Dark side of a celebrated sector

May 01, 2012 12:19 am | Updated July 11, 2016 12:38 pm IST

Chennai: 03/04/2012: The Hindu: oeb: Book Review Column: Title: Microfinance and its Discontents, women in Debt in Bangladesh. Author: Lamia Karim.

Chennai: 03/04/2012: The Hindu: oeb: Book Review Column: Title: Microfinance and its Discontents, women in Debt in Bangladesh. Author: Lamia Karim.

“Beyond its hagiographic transcripts, microfinance is fundamentally a relationship of inequality between the creditor and the debtor. While credit is theorized as “trust” by microfinance proponents, analysing it as debt shows us how debt functions at the confluence of two powerful forces: the financial responsibility to return debts and the social consequences of breaking the “trust” between the borrower and her community”.

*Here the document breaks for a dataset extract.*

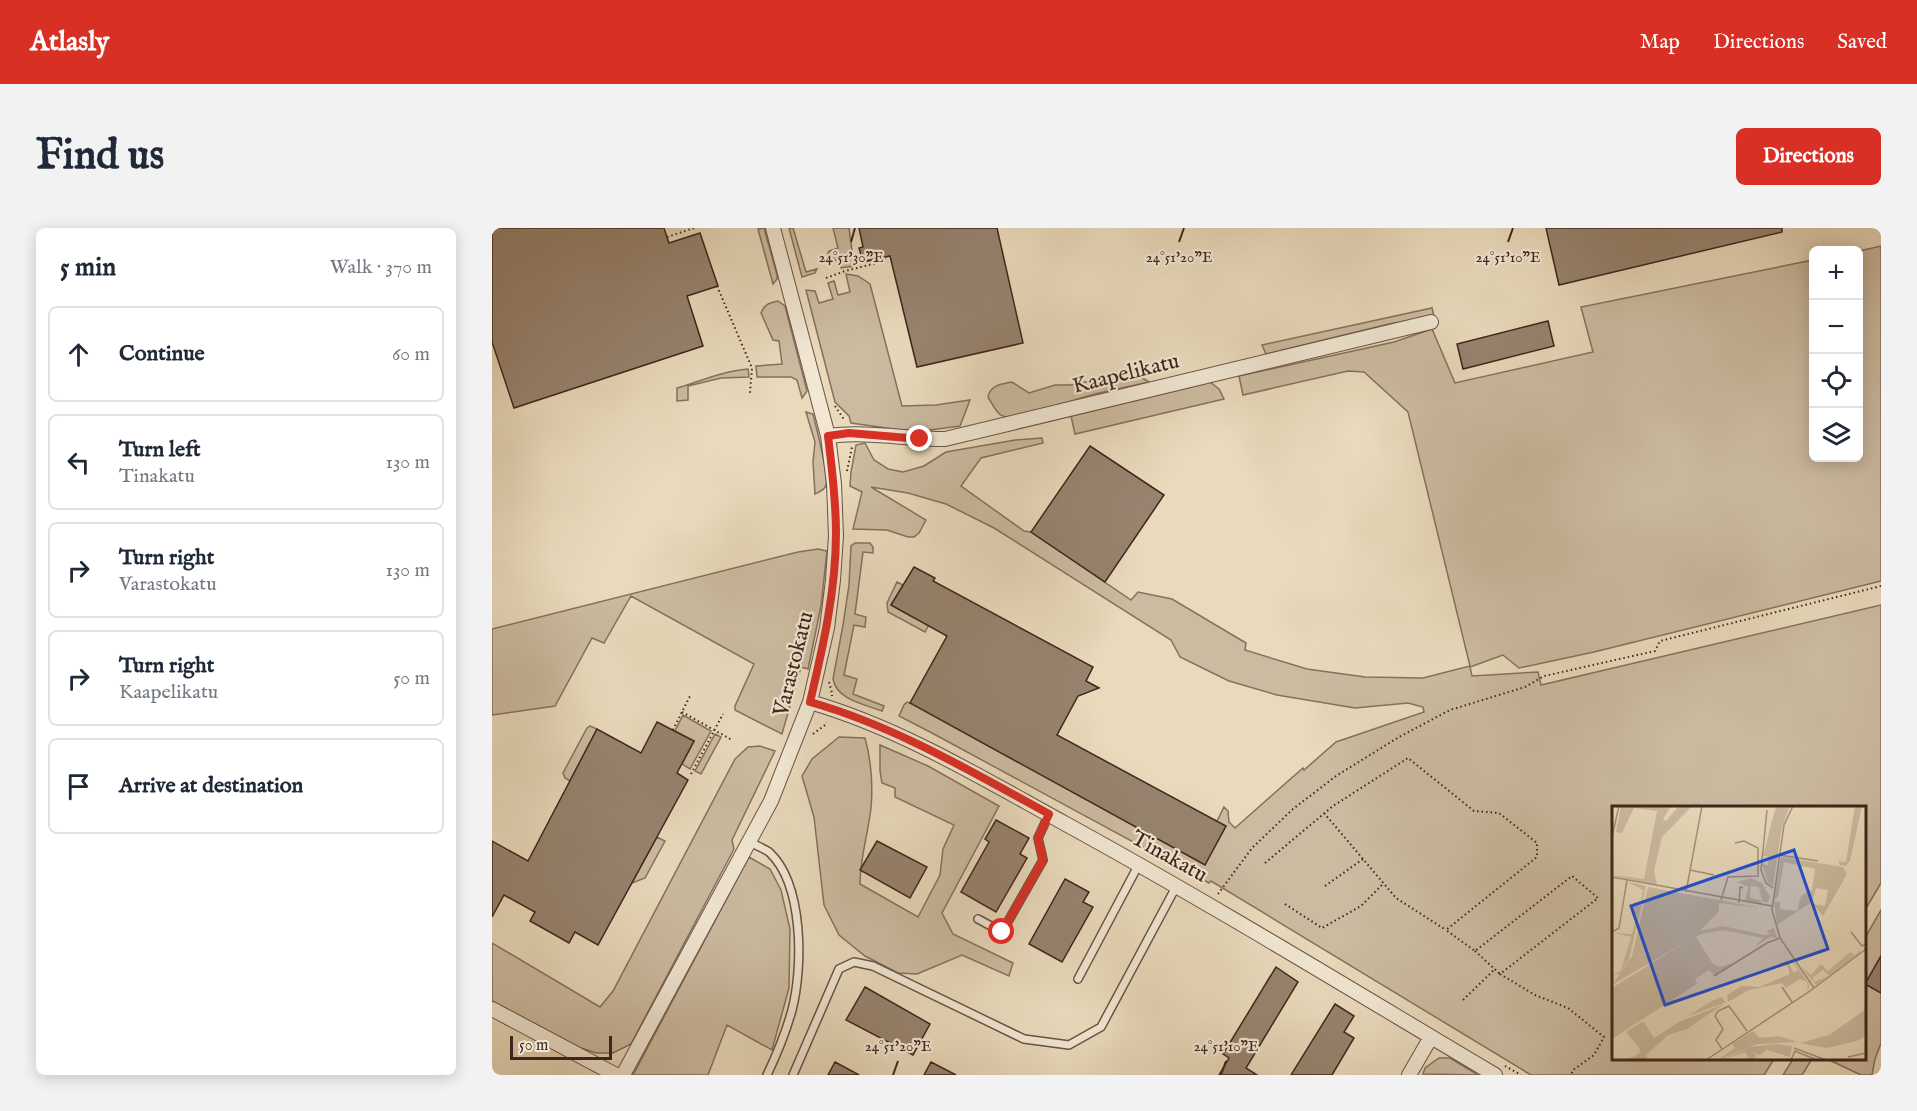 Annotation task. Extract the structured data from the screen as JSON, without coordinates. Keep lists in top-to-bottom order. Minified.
{"streets":{"street":["Kaapelikatu","Varastokatu","Tinakatu"]},"crossings":[["Kaapelikatu","Varastokatu"],["Varastokatu","Tinakatu"]],"scale_bar":"50 m","page":{"header":"Atlasly","nav":["Map","Directions","Saved"],"buttons":"Directions","title":"Find us","heading":["5 min","Walk · 370 m"],"map_buttons":["+","−"],"list":[["Continue","60 m"],["Turn left","Tinakatu","130 m"],["Turn right","Varastokatu","130 m"],["Turn right","Kaapelikatu","50 m"],"Arrive at destination"],"scale":"50 m"},"coordinates":["24°51'30\"E","24°51'20\"E","24°51'10\"E"]}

Karim's book is a compelling account of the political and economic foundations that led to the creation of the NGO sector, which soon became a quasi-sovereign state dispensing essential services and employment in the rural economy.

Concentrating largely on the top four microfinance institutions, namely, the Grameen Bank, BRAC, ASA and Proshika, Karim's ethnographic exploration provides fresh and interesting insights into the following: one, it builds on the notion of group as collateral in microfinance transactions to analyse how NGOs have operationalised rural codes of honour and shame to ‘manufacture a culturally specific governmentality' that she terms ‘the economy of shame'; two, she demonstrates how the operation of the NGO as shadow state signals the privatisation of state functions in many areas; three Karim examines the phenomenon of how NGOs, their Western sponsors, and a small coterie of NGO researchers circumscribe the discourse of development and determine what can be made intelligible to the public.

Everyday mediations

Karim documents how daily life are the sites of dense supervision and surveillance as individual group members monitor each other constantly to safeguard their financial investment; how this surveillance resulted in increased strife and antagonisms among the women borrowers and between them and the wider community; how field workers of the NGOs studied had hardly any time to devote to training or to other social issues even as they claimed to do this on paper; how microcredit operations have actually widened the net of money-lending since the moneylender now sees the poor as creditworthy risks. Equally interesting is the rise of money-lending among women borrowers, explained away as ‘shahajya' [help] to dissociate the same from usury not permitted under the Koran.

The elaborate discussion of the many different ways in which the ‘economy of shame' is practised in the rural countryside in the name of recovery of loan amounts, and/or, honouring commitments made, was particularly pernicious for defaulting poor women — they were held responsible for bringing shame and dishonour even if the loan amounts were handed over to and used by husbands and/or other male kin.

NGOs and the clergy

Karim notes the absence of scholarly scrutiny of the NGO rhetoric portraying the rural clergy as part of a deep-rooted conspiracy to create a Taliban-like state in Bangladesh. She argues instead that the NGOs and the clergy are entangled in similar motivations, namely, to establish their governance over rural subjects. The state backing of NGOs has heightened resentment among the clerical establishment leading to occasional conflict over resources, clients and rural authority.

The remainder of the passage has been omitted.